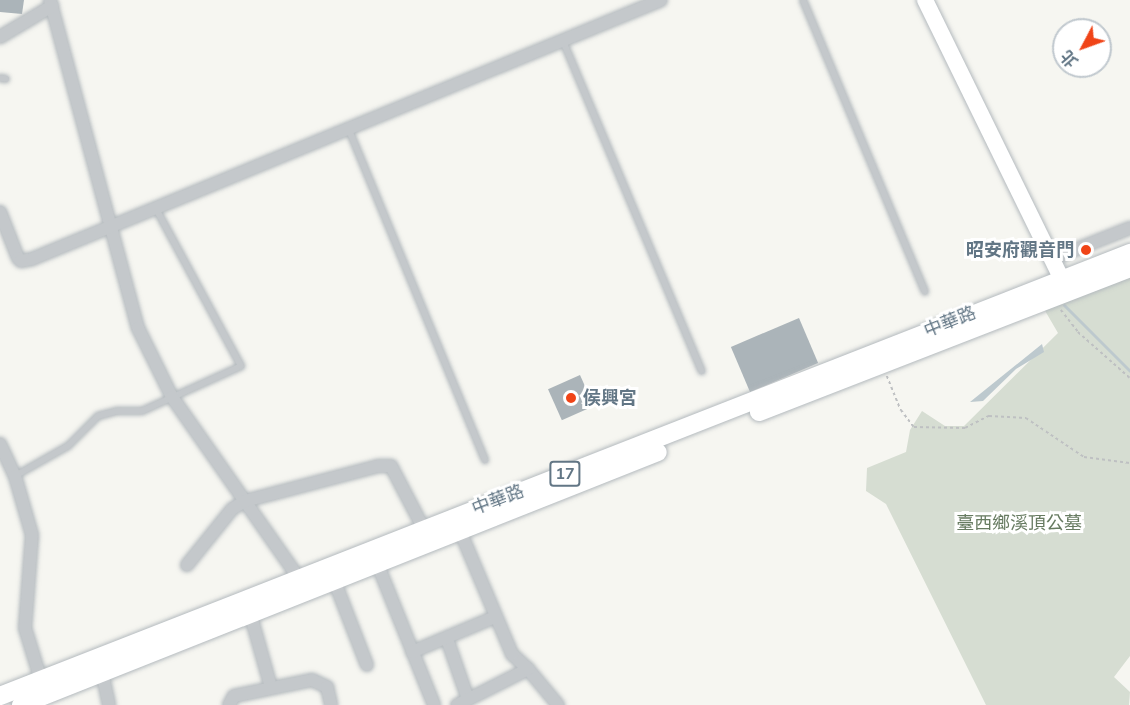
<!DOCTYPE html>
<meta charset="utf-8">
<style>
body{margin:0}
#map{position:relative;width:1130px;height:705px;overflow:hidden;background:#f6f6f1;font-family:"Nunito Sans","Noto Sans TC",sans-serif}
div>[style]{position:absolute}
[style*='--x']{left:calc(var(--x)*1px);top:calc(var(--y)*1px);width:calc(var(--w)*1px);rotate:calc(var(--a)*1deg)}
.green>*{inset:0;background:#d6ddd2}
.water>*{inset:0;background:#bdc9ce}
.stream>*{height:3px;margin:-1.5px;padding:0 1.5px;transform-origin:1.5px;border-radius:1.5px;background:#bdc9ce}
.building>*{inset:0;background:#abb4b9;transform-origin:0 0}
.path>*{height:1.5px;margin-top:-0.75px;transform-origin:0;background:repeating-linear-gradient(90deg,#bec0c2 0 3px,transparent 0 6px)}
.roads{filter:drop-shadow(0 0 2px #b4babe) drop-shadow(0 0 2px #b4babe)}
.lane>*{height:6px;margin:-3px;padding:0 3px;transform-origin:3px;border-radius:3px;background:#c4c8cb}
.street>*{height:12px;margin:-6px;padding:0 6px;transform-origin:6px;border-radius:6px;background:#c4c8cb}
.secondary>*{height:16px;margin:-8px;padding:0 8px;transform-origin:8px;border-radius:8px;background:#fff}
.primary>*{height:18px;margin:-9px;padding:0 9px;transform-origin:9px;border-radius:9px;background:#fff}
.dots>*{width:16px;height:16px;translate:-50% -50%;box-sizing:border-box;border:3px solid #fff;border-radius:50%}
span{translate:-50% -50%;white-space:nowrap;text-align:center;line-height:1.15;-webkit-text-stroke:6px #fff;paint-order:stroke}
.shield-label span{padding:2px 4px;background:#fff;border:2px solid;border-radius:4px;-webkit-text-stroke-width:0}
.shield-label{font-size:16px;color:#627685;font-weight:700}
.poi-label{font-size:18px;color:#627685;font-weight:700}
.right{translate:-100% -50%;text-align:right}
.left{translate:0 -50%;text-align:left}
.street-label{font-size:18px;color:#627685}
.park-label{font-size:18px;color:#677b61}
.north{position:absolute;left:1052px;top:18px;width:60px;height:60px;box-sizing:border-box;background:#fff;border:2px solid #c0c8ce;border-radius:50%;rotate:229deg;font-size:16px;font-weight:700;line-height:24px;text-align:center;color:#627685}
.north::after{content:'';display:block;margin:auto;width:21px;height:27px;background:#f04417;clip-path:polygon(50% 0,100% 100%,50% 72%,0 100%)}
</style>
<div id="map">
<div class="green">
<i style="clip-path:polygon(1130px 275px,1130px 656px,1114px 677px,1130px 692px,1129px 705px,986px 705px,886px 504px,866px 491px,867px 468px,906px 452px,910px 430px,922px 411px,945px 426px,964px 426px,1058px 333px,1044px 309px)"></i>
</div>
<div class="water">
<i style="clip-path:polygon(1042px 344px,1044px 352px,1016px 369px,983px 401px,970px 402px)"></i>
</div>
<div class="stream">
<i style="--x:1064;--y:305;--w:93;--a:45"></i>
</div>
<div class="building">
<i style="clip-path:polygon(0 0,24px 0,22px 14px,0 12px)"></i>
<i style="left:799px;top:318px;width:49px;height:74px;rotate:67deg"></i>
<i style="left:580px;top:375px;width:34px;height:35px;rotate:66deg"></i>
</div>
<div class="path">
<i style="--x:1061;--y:310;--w:28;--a:52"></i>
<i style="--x:1078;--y:332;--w:69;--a:41.5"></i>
<i style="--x:887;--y:376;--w:37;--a:68"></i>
<i style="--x:901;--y:410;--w:21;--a:53"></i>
<i style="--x:914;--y:427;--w:51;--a:1.1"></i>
<i style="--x:965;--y:428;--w:27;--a:-27"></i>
<i style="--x:989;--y:416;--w:37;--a:3"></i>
<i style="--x:1026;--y:418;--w:70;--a:33.9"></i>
<i style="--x:1084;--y:457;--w:46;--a:7.4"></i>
</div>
<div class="roads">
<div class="lane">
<i style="--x:803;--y:0;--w:316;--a:67.3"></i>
<i style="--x:563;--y:41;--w:358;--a:67.2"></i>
<i style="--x:0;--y:78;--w:6;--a:9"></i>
<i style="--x:349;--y:130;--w:357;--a:67.6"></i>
<i style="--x:15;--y:476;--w:61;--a:-29.5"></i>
<i style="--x:68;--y:446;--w:42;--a:-45"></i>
<i style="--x:98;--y:416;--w:20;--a:-15"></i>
<i style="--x:117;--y:411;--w:25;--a:0"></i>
<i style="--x:142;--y:411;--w:109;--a:-24.4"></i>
<i style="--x:241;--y:366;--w:179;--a:-118.4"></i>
</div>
<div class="street">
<i style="--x:50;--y:0;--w:340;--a:75"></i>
<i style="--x:138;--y:328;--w:77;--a:63.8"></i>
<i style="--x:172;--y:397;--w:227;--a:55"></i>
<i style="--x:0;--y:37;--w:61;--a:-30.8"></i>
<i style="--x:0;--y:212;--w:49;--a:68.6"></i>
<i style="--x:18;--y:258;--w:4;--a:45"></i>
<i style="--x:21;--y:261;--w:11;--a:-10"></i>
<i style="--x:32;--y:259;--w:680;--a:-22.38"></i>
<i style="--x:1052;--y:259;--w:84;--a:-21.7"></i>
<i style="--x:0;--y:444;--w:35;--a:65"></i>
<i style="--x:15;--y:476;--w:61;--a:73.9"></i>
<i style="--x:32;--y:535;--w:93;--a:94.3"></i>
<i style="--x:25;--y:628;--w:54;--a:72.9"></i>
<i style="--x:377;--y:563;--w:153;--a:68.1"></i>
<i style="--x:187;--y:565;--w:72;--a:-51.2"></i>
<i style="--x:232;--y:509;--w:15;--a:-32"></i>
<i style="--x:245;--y:501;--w:138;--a:-14.7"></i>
<i style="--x:378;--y:466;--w:13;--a:0"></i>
<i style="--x:391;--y:466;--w:71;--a:62.4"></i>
<i style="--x:334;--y:580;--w:91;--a:68.8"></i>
<i style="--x:250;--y:613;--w:77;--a:74.2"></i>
<i style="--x:447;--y:639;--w:64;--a:70.7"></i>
<i style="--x:412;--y:652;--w:90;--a:-22.9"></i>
<i style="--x:528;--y:669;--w:47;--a:50.2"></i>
<i style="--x:102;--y:672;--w:34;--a:78"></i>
<i style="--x:229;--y:705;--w:10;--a:-61"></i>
<i style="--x:234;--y:696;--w:80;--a:-11.6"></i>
<i style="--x:312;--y:680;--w:17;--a:25"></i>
<i style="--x:327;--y:687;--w:18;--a:77"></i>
<i style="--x:457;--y:705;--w:80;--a:-26.9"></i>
<i style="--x:528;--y:669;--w:22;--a:-137"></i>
<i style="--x:512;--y:654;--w:134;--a:-112.9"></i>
</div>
<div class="secondary">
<i style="--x:925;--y:0;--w:323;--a:63.9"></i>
</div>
<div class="primary">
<i style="--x:759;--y:412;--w:398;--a:-21.2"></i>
<i style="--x:0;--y:696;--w:1214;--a:-21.41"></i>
<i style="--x:21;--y:705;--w:685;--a:-21.66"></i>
</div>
</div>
<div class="dots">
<i style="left:1086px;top:250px;background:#f04417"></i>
<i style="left:571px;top:398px;background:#f04417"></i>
</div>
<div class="shield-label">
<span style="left:565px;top:474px">17</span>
</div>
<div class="poi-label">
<span class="right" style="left:1074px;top:250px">昭安府觀音門</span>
<span class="left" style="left:583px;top:398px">侯興宮</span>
</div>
<div class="street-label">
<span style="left:950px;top:322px;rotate:-22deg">中華路</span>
<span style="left:498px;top:500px;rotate:-21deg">中華路</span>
</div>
<div class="park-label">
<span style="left:1019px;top:523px">臺西鄉溪頂公墓</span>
</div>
<div class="north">北</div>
</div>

Exercise brief ->
Using the listing above, find how many lines include "stream"; reply with the number and no other words.

Result below ->
2